• What you should do: Please restate the entire listing verbatim.

• Supplied data:
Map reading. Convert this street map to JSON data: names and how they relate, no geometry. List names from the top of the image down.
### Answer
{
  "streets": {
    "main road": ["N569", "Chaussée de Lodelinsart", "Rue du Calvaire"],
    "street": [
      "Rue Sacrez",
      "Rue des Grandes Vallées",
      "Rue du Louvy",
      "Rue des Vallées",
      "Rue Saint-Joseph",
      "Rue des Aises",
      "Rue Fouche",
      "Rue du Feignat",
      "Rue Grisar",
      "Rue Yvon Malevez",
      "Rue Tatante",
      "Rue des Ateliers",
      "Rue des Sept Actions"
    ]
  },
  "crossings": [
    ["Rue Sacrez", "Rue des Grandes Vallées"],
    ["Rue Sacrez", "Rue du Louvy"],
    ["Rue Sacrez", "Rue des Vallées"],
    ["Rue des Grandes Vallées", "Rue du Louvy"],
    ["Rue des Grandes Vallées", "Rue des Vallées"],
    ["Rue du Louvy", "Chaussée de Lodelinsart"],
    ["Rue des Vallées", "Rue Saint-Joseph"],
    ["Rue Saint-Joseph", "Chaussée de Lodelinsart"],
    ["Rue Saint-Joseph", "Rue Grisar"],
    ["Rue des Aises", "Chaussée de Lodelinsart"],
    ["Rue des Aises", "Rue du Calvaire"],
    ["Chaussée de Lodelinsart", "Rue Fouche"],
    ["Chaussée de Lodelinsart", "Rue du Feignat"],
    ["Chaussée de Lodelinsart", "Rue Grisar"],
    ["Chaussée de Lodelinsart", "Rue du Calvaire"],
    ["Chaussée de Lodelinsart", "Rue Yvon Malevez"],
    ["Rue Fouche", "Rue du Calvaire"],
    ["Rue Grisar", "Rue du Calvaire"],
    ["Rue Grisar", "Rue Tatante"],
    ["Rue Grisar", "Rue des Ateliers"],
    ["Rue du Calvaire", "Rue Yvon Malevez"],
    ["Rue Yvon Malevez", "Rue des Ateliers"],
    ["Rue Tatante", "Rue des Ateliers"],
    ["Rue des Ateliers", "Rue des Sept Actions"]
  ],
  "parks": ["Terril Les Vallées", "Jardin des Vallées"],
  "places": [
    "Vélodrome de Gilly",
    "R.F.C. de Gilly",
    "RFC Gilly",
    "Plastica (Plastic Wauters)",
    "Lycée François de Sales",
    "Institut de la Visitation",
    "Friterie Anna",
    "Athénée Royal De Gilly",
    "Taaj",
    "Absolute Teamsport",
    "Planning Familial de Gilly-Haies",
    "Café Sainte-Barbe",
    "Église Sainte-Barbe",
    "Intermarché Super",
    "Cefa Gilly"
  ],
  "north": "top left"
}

• Answer box:
Map reading. Convert this street map to JSON data: names and how they relate, no geometry. List names from the top of the image down.
### Answer
{
  "streets": {
    "main road": ["N569", "Chaussée de Lodelinsart", "Rue du Calvaire"],
    "street": [
      "Rue Sacrez",
      "Rue des Grandes Vallées",
      "Rue du Louvy",
      "Rue des Vallées",
      "Rue Saint-Joseph",
      "Rue des Aises",
      "Rue Fouche",
      "Rue du Feignat",
      "Rue Grisar",
      "Rue Yvon Malevez",
      "Rue Tatante",
      "Rue des Ateliers",
      "Rue des Sept Actions"
    ]
  },
  "crossings": [
    ["Rue Sacrez", "Rue des Grandes Vallées"],
    ["Rue Sacrez", "Rue du Louvy"],
    ["Rue Sacrez", "Rue des Vallées"],
    ["Rue des Grandes Vallées", "Rue du Louvy"],
    ["Rue des Grandes Vallées", "Rue des Vallées"],
    ["Rue du Louvy", "Chaussée de Lodelinsart"],
    ["Rue des Vallées", "Rue Saint-Joseph"],
    ["Rue Saint-Joseph", "Chaussée de Lodelinsart"],
    ["Rue Saint-Joseph", "Rue Grisar"],
    ["Rue des Aises", "Chaussée de Lodelinsart"],
    ["Rue des Aises", "Rue du Calvaire"],
    ["Chaussée de Lodelinsart", "Rue Fouche"],
    ["Chaussée de Lodelinsart", "Rue du Feignat"],
    ["Chaussée de Lodelinsart", "Rue Grisar"],
    ["Chaussée de Lodelinsart", "Rue du Calvaire"],
    ["Chaussée de Lodelinsart", "Rue Yvon Malevez"],
    ["Rue Fouche", "Rue du Calvaire"],
    ["Rue Grisar", "Rue du Calvaire"],
    ["Rue Grisar", "Rue Tatante"],
    ["Rue Grisar", "Rue des Ateliers"],
    ["Rue du Calvaire", "Rue Yvon Malevez"],
    ["Rue Yvon Malevez", "Rue des Ateliers"],
    ["Rue Tatante", "Rue des Ateliers"],
    ["Rue des Ateliers", "Rue des Sept Actions"]
  ],
  "parks": ["Terril Les Vallées", "Jardin des Vallées"],
  "places": [
    "Vélodrome de Gilly",
    "R.F.C. de Gilly",
    "RFC Gilly",
    "Plastica (Plastic Wauters)",
    "Lycée François de Sales",
    "Institut de la Visitation",
    "Friterie Anna",
    "Athénée Royal De Gilly",
    "Taaj",
    "Absolute Teamsport",
    "Planning Familial de Gilly-Haies",
    "Café Sainte-Barbe",
    "Église Sainte-Barbe",
    "Intermarché Super",
    "Cefa Gilly"
  ],
  "north": "top left"
}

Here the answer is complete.